** EXERCISE MATERIAL follows **

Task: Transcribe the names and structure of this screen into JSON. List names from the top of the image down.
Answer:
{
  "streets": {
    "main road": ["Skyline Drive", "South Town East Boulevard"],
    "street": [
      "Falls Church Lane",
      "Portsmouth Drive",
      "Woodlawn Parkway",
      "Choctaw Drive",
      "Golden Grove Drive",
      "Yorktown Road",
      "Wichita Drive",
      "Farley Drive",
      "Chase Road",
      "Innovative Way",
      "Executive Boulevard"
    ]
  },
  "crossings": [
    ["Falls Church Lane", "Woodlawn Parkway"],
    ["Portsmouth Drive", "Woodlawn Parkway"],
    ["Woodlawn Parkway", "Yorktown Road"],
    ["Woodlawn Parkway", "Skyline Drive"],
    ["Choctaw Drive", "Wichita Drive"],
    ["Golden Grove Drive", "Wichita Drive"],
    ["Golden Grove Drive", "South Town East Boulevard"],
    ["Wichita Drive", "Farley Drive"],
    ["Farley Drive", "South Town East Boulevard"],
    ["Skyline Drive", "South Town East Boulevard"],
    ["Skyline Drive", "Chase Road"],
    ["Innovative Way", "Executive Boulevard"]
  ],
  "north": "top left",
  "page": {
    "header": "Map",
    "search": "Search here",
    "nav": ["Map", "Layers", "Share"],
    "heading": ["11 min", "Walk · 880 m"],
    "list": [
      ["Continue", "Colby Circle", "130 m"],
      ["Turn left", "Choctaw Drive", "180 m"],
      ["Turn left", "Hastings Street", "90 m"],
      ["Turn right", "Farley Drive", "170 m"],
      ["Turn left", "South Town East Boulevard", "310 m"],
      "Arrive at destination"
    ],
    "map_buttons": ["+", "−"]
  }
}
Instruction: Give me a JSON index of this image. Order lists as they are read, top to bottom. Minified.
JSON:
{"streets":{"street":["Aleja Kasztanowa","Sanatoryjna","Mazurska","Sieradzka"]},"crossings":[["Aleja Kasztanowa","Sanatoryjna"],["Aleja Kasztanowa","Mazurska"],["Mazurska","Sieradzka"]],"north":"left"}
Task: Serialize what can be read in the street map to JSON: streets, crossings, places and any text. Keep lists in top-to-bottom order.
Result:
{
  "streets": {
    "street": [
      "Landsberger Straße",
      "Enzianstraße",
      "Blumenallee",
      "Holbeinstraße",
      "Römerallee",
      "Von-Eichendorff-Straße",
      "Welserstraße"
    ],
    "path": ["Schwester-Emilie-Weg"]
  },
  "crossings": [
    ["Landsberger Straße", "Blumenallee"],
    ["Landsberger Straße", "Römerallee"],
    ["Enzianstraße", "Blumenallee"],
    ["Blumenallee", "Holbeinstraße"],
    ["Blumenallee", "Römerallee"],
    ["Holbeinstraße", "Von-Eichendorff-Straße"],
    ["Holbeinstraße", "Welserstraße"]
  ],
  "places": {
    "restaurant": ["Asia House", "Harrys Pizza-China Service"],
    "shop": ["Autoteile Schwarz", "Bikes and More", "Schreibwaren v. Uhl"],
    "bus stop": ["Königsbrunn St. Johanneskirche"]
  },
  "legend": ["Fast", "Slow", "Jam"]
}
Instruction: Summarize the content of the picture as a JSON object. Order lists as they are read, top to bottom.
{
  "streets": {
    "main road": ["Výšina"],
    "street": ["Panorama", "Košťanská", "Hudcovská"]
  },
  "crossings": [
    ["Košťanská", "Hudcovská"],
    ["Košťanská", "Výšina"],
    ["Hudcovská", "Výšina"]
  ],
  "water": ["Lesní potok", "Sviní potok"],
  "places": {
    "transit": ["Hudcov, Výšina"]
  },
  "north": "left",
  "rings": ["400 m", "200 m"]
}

** End of EXERCISE MATERIAL **

§ ACTIVITY
Only lines with the string "this" are wanted; please find each one in the listing and copy it.

§ TASK RESULT
Task: Transcribe the names and structure of this screen into JSON. List names from the top of the image down.
Instruction: Give me a JSON index of this image. Order lists as they are read, top to bottom. Minified.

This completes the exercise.